It's hard to take a tour of a car factory without thinking of that Not The Nine O'Clock News spoof advertisement, with its slogan "designed by robots, driven by Italians", accompanied by spectacular footage of a high-speed crash. But there isn't a robot in sight at Browns Lane, the headquarters of Jaguar on the edge of Coventry. And while Italians do drive Jaguars, so do customers from 63 other countries.
A quick phone call to reserve a place is all that is required to see how a hunk of metal can evolve into a gleaming status symbol of the road. You are welcomed with a ghastly corporate video, but things take a turn for the better when you get to the hands-on gadget centre and learn about the history and the future of car production.
Then it's on to the business end of the trip, a guided tour back and forth along the assembly lines. Browns Lane produces 120 Jaguar and Daimler saloons a day, as well as a further 50 XK-series sports cars, and all are hand built. The whole process takes just seven hours. Everywhere, assembly line staff in matching Jaguar green outfits go methodically about their business, in a scene that resembles a Lowry painting, with forklift trucks and newly completed saloons nipping and zipping around the factory.

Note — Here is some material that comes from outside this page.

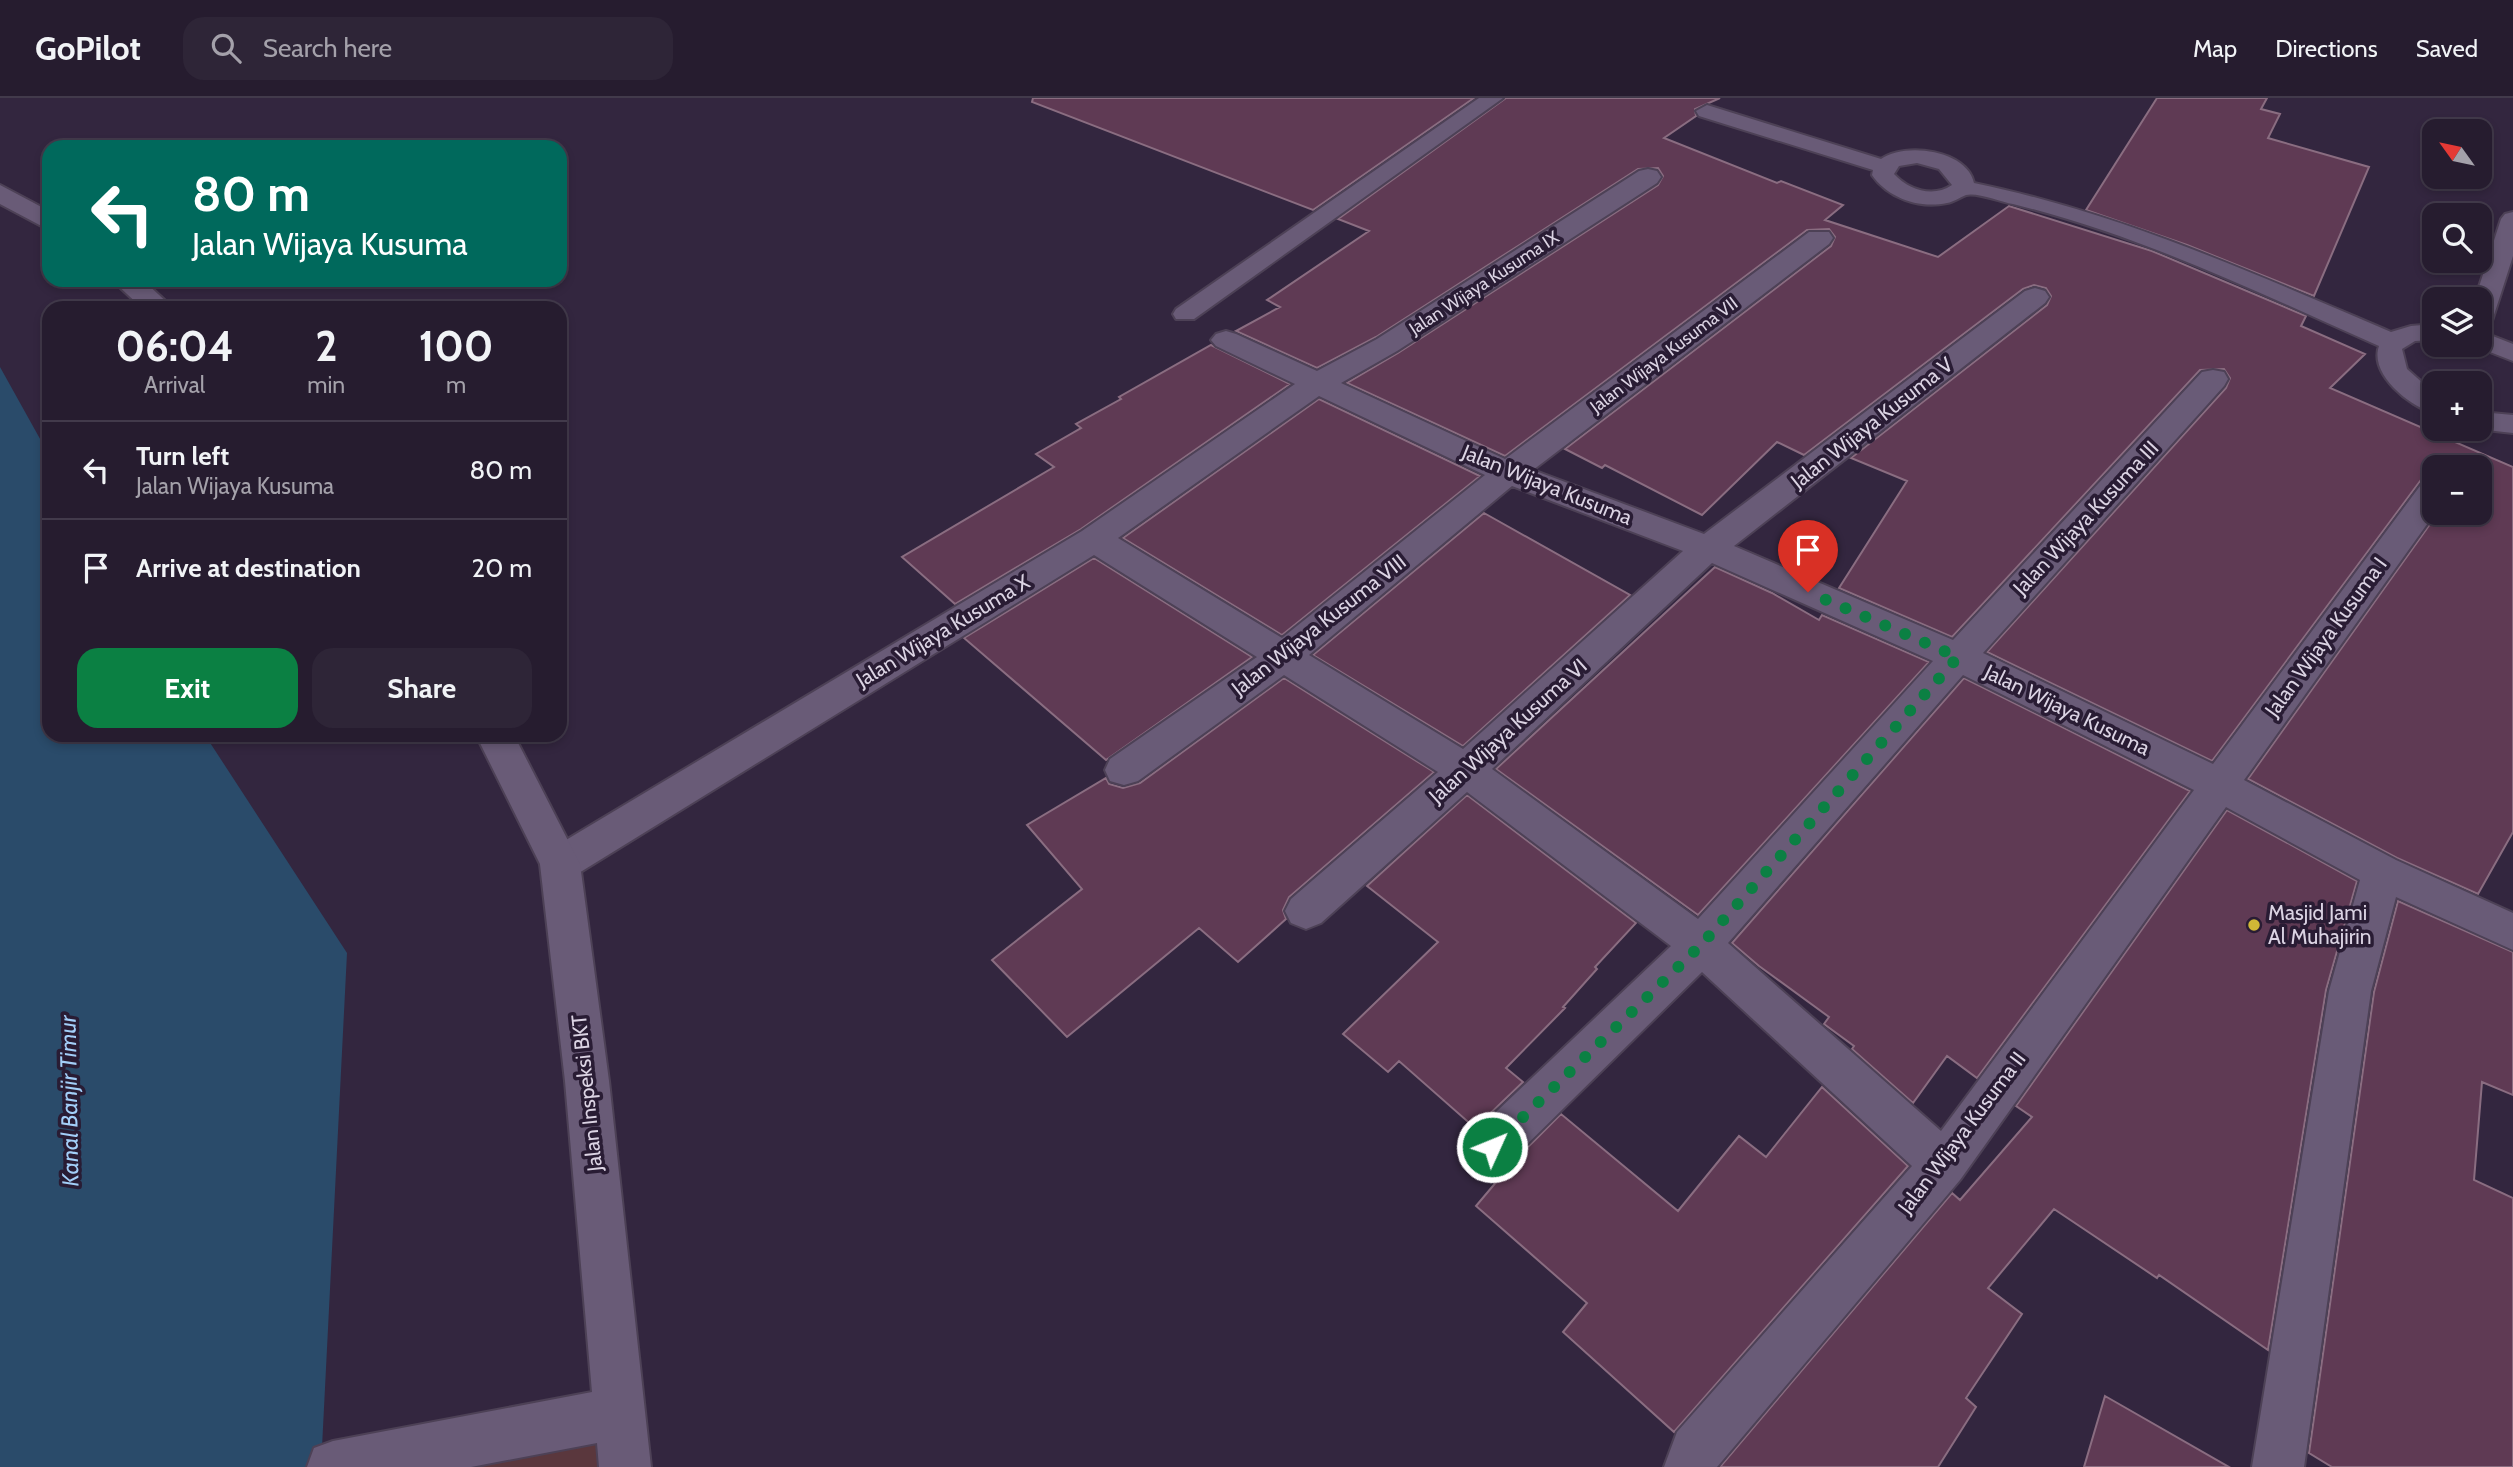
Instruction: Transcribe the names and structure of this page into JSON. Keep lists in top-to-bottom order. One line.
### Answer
{"streets":{"street":["Jalan Wijaya Kusuma IX","Jalan Wijaya Kusuma VII","Jalan Wijaya Kusuma V","Jalan Wijaya Kusuma","Jalan Wijaya Kusuma III","Jalan Wijaya Kusuma VIII","Jalan Wijaya Kusuma X","Jalan Wijaya Kusuma I","Jalan Wijaya Kusuma VI","Jalan Inspeksi BKT","Jalan Wijaya Kusuma II"]},"crossings":[["Jalan Wijaya Kusuma IX","Jalan Wijaya Kusuma"],["Jalan Wijaya Kusuma IX","Jalan Wijaya Kusuma X"],["Jalan Wijaya Kusuma VII","Jalan Wijaya Kusuma"],["Jalan Wijaya Kusuma VII","Jalan Wijaya Kusuma VIII"],["Jalan Wijaya Kusuma V","Jalan Wijaya Kusuma"],["Jalan Wijaya Kusuma V","Jalan Wijaya Kusuma VI"],["Jalan Wijaya Kusuma","Jalan Wijaya Kusuma III"],["Jalan Wijaya Kusuma","Jalan Wijaya Kusuma VIII"],["Jalan Wijaya Kusuma","Jalan Wijaya Kusuma X"],["Jalan Wijaya Kusuma","Jalan Wijaya Kusuma I"],["Jalan Wijaya Kusuma","Jalan Wijaya Kusuma VI"],["Jalan Wijaya Kusuma","Jalan Wijaya Kusuma II"],["Jalan Wijaya Kusuma X","Jalan Inspeksi BKT"],["Jalan Wijaya Kusuma I","Jalan Wijaya Kusuma II"]],"water":["Kanal Banjir Timur"],"places":["Masjid Jami Al Muhajirin"],"north":"top left","page":{"header":"GoPilot","search":"Search here","nav":["Map","Directions","Saved"],"map_buttons":["+","−"],"turn":["80 m","Jalan Wijaya Kusuma"],"eta":["06:04","Arrival","2","min","100","m"],"list":[{"name":"Turn left","note":"Jalan Wijaya Kusuma","value":"80 m"},{"name":"Arrive at destination","value":"20 m"}],"buttons":["Exit","Share"]}}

"We don't have automation because each car is built to a particular specification," explains Tony Redfern, our guide for the day. "People are a necessity. Jaguars are not mass-produced. We never produce a stock car."
The logistical dexterity that is required to produce so many customised cars is astonishing. That white car is designed for the United States (compulsory illuminated bumpers and the Jaguar statue on the bonnet); this topaz one is headed for Germany (bonnet statues are banned in the European Union). Somewhere, all this has been pre-programmed so that the correct parts arrive at the correct car at the correct time. Local furniture stores could learn a thing or two here.
Staff are not encouraged to switch jobs. After you have been hired, you are trained up for two weeks, and if your job is to insert a dashboard, that is what you do; the company will not invite you to swop to, say, windscreen installation, because it fears that quality of workmanship would suffer.
But how can people remain motivated? "By taking a pride in what they do," says Tony. "Look around and you see that most people stay with Jaguar a very long time." Tony is a case in point, having spent a total of 34 years on the assembly line and in development and engineering. In all, Jaguar employs 1,500 on the assembly lines at Browns Lane, 20 per cent of whom are women.
We moved on to the trimming and leather-cutting wing, where staff undergo lengthy apprenticeships to prepare covers for seats, gear-knob handles and dashboards. The leather comes from Argentina (because of the vast size of ranches on the pampas, the animals bear fewer barbed-wire scars). If you are lucky, you might even get a glimpse of the future: a group of men and women in white coats huddled over a car, like house doctors around a hospital patient. In fact, they are engineers inspecting a prospective new model.
The tour is great fun and staff are only too happy to break off and chat for a minute or two. At the end, after a short visit to the Jaguar Daimler heritage centre, full of vintage vehicles, you are directed to the company shop, where you can buy miniature models. If you are after the real thing, however, make sure you have £34,000-£64,000 to hand.